Adjoint gradients in Near2Far change with the number of processes #1555

mawc2019 · 2021-04-24T21:04:31Z

The adjoint gradients in the Near2Far class change with the number of mpi processes. The test was based on the example code at Near2Far Optimization with Epigraph Formulation, with the objective function replaced by

def J(alpha):
    return npa.sum(npa.abs(alpha[0,:,2])**2)

opt = mpa.OptimizationProblem(
    simulation = sim,
    objective_functions = J,
    objective_arguments = ob_list,
    design_regions = [design_region],
    frequencies=frequencies,
    decay_by = 1e-6,
    decay_fields=[mp.Ez],
    maximum_run_time = 2000
)

The adjoint gradients were calculated as

x0 = 0.5*np.ones(Nx*Ny)
opt.update_design([x0])
f0, dJ_deps = opt()
g_adjoint = np.sum(dJ_deps, axis=1)

I ran the code with 1, 16, and 32 mpi processes.
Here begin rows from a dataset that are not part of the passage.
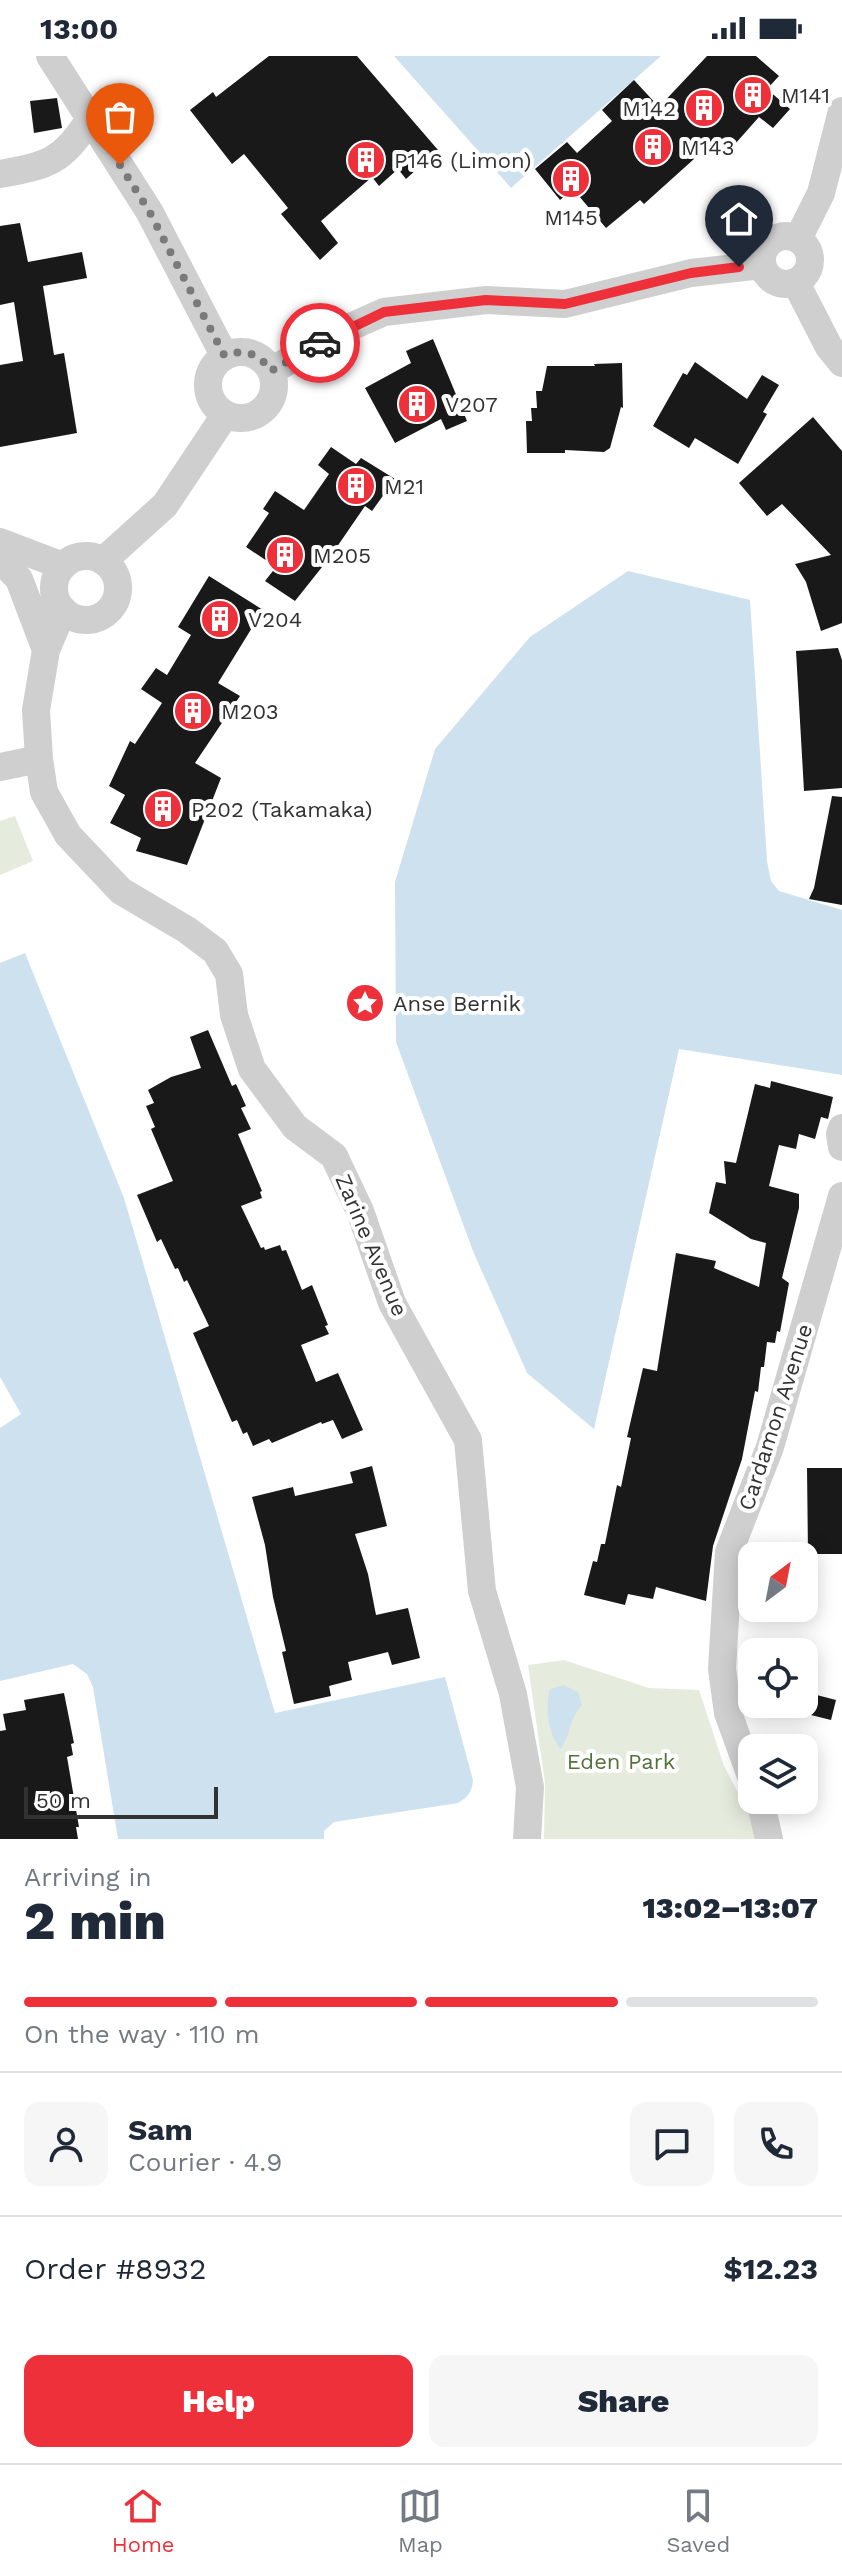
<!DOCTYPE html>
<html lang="en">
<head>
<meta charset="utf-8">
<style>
  :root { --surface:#fff; --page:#f6f6f7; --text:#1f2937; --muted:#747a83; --line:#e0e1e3; --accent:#ee303a }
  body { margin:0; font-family:"Work Sans",sans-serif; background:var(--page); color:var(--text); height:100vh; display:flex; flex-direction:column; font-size:30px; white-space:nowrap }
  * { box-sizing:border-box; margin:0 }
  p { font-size:26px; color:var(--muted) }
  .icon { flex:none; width:44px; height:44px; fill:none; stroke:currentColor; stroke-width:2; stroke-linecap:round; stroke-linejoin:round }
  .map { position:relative; height:1783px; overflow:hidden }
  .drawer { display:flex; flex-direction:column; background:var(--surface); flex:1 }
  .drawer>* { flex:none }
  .needle { width:52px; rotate:32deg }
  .tools { position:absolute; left:738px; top:1486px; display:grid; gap:16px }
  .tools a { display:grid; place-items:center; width:80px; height:80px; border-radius:16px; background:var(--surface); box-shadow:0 4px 20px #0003; font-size:40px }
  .scale { position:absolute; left:24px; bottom:20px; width:194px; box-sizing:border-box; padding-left:8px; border:4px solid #323232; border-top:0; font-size:22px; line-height:28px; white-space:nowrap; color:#323232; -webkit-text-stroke:6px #fff; paint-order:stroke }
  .pin { position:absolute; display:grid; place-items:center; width:68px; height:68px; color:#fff; margin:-82px -34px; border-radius:50% 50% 50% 0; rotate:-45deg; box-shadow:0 0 8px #0007 }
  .pin .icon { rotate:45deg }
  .courier { position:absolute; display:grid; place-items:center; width:80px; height:80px; margin:-40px; border:6px solid #ee303a; border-radius:50%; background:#fff; color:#222; box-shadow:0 2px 10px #0007 }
  .summary em { font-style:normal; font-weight:800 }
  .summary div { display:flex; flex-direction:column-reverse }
  .summary { display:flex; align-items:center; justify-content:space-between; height:136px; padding:0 24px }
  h1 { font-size:52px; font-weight:800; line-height:60px }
  .bar { display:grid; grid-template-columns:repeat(4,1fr); gap:12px 8px; align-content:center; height:96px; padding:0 24px }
  .bar i { height:10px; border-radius:6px; background:var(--line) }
  .bar .on { background:var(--accent) }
  .bar p { grid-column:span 4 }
  .line { display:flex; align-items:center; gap:20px; padding:0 24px; border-top:2px solid var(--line) }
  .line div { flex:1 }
  .round { display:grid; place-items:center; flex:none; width:84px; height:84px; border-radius:16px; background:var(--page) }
  .cta { display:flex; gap:16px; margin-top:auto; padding:16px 24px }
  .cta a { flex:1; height:92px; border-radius:16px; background:var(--accent); color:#fff; font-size:32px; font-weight:800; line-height:92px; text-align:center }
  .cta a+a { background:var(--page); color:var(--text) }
  .status { display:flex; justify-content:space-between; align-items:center; height:56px; padding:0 40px; background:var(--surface); direction:ltr }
  .status svg { height:22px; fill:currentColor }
  .tab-bar { display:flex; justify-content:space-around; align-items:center; height:112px; border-top:2px solid var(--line); background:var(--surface); font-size:22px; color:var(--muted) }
  .tab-bar a { display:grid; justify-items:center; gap:4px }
  .tab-bar .on { color:var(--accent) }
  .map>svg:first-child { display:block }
  .green { fill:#e5ecde }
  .water { fill:#cde1ef }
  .building { fill:#191919 }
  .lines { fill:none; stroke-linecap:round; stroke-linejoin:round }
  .minor { stroke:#cfcfcf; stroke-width:28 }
  .done { stroke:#7a7a7a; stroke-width:8; stroke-dasharray:0 14.4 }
  .route { stroke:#ee303a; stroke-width:10 }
  .labels { text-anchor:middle; stroke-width:8; stroke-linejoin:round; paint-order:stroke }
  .poi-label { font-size:22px; fill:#323232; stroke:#fff; text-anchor:start }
  .street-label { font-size:22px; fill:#323232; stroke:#fff }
  .park-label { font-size:22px; fill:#54713c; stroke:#fff }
</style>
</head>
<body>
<div class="status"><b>13:00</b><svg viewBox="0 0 49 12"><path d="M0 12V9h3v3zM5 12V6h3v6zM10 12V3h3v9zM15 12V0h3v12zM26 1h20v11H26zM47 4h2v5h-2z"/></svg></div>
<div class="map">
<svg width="842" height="1783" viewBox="0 0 842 1783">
  <rect width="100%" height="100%" fill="#fff"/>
  <path class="green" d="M15,760L33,805L0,819V765Z
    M564,1604L649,1632L699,1634L724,1710L757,1773L759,1783H544L545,1727L528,1609Z"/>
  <path class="water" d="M394,0H661L511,132Z
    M628,515L750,544L767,805L771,825L779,835L842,854V1019L679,993L594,1373L527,1317L473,1195L396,986L395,826L435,693L530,581Z
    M25,897L124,1142L275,1657L445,1621L473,1724C472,1736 468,1741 458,1747L334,1766L324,1775V1783H118L93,1631L87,1618L73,1608L0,1625V1372L21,1358L0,1321V907Z
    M564,1629L578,1636L582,1649C568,1666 572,1675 561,1693C548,1681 545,1649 550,1633Z"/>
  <path class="building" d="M269,0H357L438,94L406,123L398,113L379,130L372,121L321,165L338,187L320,204L281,158L288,152L244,98L232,108L190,54L213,36L216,41Z
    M707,0H756L779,20L767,33L790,53L773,72L759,61L727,97L714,85L644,148L640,144L606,172L573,133L560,144L535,113L567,86L577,97L612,65L602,54L634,24L659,51Z
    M57,42L62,72L34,77L30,45Z
    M20,167L28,206L82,196L87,222L43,230L54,299L64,297L77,377L0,391V309L23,305L14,246L0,249V170Z
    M433,283L467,365L446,374L441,363L395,387L365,332L411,307L406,295Z
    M695,306L747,343L762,319L779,329L763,356L767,358L738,408L695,382L689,392L653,370L683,317L687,319Z
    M622,307L623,352L621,351L610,392L604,396L565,394V397H527L526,365H532L531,352H537L536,335H542L547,310H595L594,308Z
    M813,361L842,395V567L821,575L806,526L795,508L831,499L782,448L767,460L739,427Z
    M331,391L356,408L361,402L395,423L372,455L365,450L330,501L295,545L265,525L276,511L246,491L269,457L263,453L275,435L304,454L329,418L318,409Z
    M209,520L263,554L218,627L240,640L195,707L221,722L187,809L136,795L141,782L110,767L125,739L109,730L130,685L135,688L162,647L141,633L156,612L167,619L191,579L178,571Z
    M838,592L842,604V732L804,735L796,595Z
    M832,740L842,741V849L809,843L814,832Z
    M208,974L232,1030L236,1028L246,1050L241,1052L251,1073L238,1078L262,1135L260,1136L262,1142L241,1150L261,1192L264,1191L265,1194L280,1189L282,1195L286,1194L302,1234L312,1229L328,1269L325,1270L329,1278L301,1289L316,1326L338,1317L363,1374L342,1383L333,1364L322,1368L321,1366L272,1387L269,1383L253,1390L247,1376L243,1378L237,1364L232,1366L193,1277L209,1270L187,1224L184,1226L178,1212L175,1213L161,1183L157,1186L137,1139L173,1125L151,1073L155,1071L146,1050L154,1047L148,1034L171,1021L201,1012L190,981Z
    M771,1025L833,1041L828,1063L821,1061L815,1083L799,1078L796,1093L779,1089L769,1130L799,1138V1152L782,1222L789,1227L780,1276L777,1275L775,1287L767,1286L764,1311H761L758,1336L755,1335L742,1403L713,1490L706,1545L656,1531L653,1543L628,1538L625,1549L584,1539L593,1505L597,1506L601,1488H605L617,1429L621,1431L631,1382L627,1381L643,1312L657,1315L676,1197L716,1205L714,1212L759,1231L766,1187L751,1183L709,1157L716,1126L726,1128L724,1105L736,1107L755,1028L770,1032Z
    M372,1410L387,1470L355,1478L368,1518L376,1559L408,1552L420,1602L392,1609L388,1596L348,1606L352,1624L329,1630L331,1640L294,1648L282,1596L286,1595L273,1541L265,1489L252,1441L293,1431L295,1440L353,1427L350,1416Z
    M807,1412H842V1498H808Z
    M64,1637L74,1687L71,1688L73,1699L67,1701L79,1771H76L78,1783H0V1675L6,1674L3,1658L26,1654L24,1644Z
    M809,1637L836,1644L831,1664L803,1657Z"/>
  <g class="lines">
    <path class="minor" d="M50,0L149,155L224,299
      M0,118C50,109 61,106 90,63
      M762 204a24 24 0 1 1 48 0a24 24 0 1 1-48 0Z
      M798,183L821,137L842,55
      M796,227L829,291L842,307
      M208 329a33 33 0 1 1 66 0a33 33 0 1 1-66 0Z
      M271,315L339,276L384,256L486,244L565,248L691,217L762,209
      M0,486L63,510
      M54 532a32 32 0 1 1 64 0a32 32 0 1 1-64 0Z
      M0,503L19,523L46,594
      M103,505L165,449L225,359
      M63,554L46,594L36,654L39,703L44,736L68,779L121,835L187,874L215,895L229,918L234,959L252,1013L295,1071L334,1100L360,1155L392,1247L468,1384L482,1535L513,1638L530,1731L527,1783
      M0,711L39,703
      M842,1072L840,1078L842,1091
      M752,1723L728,1657L722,1613L729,1496L770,1391L842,1140
      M760,1744L769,1783"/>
  </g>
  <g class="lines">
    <path class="done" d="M120,109L149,155L224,299C244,293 259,297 271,315L320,287"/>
    <path class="route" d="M320,287L384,256L486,244L565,248L691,217L739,211"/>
  </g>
  <defs>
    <symbol id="building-disc" viewBox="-11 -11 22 22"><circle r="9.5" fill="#ee303a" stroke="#fff"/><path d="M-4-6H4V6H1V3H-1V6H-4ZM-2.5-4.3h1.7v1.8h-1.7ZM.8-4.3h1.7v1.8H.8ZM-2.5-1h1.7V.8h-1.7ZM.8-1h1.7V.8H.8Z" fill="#fff"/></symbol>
    <symbol id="sight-disc" viewBox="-11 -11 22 22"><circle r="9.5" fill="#ee303a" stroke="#fff"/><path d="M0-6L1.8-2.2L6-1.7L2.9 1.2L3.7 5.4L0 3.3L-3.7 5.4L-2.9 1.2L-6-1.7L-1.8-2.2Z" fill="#fff"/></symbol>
  </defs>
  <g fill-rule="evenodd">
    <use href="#building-disc" x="731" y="17" width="44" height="44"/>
    <use href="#building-disc" x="682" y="30" width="44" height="44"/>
    <use href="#building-disc" x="631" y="69" width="44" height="44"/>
    <use href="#building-disc" x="344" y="82" width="44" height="44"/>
    <use href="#building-disc" x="549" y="101" width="44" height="44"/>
    <use href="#building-disc" x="395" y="326" width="44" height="44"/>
    <use href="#building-disc" x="334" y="408" width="44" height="44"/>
    <use href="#building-disc" x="263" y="477" width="44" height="44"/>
    <use href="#building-disc" x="198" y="541" width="44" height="44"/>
    <use href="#building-disc" x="171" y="633" width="44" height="44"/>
    <use href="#building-disc" x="141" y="731" width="44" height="44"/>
    <use href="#sight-disc" x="343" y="925" width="44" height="44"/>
  </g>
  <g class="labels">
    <g class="poi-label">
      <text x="781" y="47">M141</text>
      <text x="676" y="60" text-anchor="end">M142</text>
      <text x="681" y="99">M143</text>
      <text x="394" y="112">P146 (Limon)</text>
      <text x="571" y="169" text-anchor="middle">M145</text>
      <text x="445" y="356">V207</text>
      <text x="384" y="438">M21</text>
      <text x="313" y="507">M205</text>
      <text x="248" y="571">V204</text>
      <text x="221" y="663">M203</text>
      <text x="191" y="761">P202 (Takamaka)</text>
      <text x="393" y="955">Anse Bernik</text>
    </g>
    <g class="street-label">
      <text transform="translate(372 1189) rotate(67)" y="8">Zarine Avenue</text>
      <text transform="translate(775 1361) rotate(-72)" y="8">Cardamon Avenue</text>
    </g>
    <g class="park-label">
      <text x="621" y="1713">Eden Park</text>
    </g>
  </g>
</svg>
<div class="tools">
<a><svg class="needle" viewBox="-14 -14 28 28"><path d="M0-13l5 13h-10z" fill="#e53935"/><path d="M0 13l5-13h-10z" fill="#747a83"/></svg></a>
<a><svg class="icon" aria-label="locate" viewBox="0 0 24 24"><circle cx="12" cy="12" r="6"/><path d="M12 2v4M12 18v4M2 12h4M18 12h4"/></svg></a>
<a><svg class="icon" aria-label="layers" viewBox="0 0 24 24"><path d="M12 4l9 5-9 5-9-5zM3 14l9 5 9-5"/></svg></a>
</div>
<div class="scale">50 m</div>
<div class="pin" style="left:120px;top:109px;background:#ea580c"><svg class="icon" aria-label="bag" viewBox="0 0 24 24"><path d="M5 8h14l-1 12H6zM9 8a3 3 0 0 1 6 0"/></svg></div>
<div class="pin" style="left:739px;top:211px;background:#1f2937"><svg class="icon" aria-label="home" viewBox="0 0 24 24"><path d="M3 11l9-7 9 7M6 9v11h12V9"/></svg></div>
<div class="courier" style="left:320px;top:287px"><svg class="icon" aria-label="car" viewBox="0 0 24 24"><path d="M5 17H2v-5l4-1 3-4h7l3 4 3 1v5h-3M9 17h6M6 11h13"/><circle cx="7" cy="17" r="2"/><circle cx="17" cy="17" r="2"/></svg></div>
</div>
<section class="drawer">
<div class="summary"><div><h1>2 min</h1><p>Arriving in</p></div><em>13:02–13:07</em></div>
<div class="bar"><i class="on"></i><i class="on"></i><i class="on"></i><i></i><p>On the way · 110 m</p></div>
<div class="line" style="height:144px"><a class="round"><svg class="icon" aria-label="person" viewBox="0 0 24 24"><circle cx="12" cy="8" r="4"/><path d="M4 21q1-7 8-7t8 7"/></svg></a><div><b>Sam</b><p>Courier · 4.9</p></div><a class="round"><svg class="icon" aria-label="chat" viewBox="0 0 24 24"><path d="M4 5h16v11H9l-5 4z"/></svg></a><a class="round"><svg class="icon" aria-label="phone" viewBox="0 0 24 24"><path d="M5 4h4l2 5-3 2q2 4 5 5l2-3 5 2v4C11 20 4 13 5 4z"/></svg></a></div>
<div class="line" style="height:104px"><div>Order #8932</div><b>$12.23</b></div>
<div class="cta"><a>Help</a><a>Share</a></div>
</section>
<nav class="tab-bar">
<a class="on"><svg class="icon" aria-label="home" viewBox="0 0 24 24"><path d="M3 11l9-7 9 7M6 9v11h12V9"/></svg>Home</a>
<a><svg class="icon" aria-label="map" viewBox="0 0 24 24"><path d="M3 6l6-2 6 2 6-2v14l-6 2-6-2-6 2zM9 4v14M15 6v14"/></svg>Map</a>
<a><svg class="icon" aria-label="saved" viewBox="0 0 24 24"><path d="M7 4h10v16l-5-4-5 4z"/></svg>Saved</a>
</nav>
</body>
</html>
Their relative differences are as follows. The horizontal axis labels different pixels in the design region, and the vertical axis represents the relative differences w.r.t. the 1-process adjoint gradients, namely, 16-process adjoint gradients / 1-processes adjoint gradients − 1 and 32-processes adjoint gradients / 1-processes adjoint gradients − 1.

If we take the absolute value and plot them in the log scale, we can see that the differences are ubiquitous rather than limited to those spikes.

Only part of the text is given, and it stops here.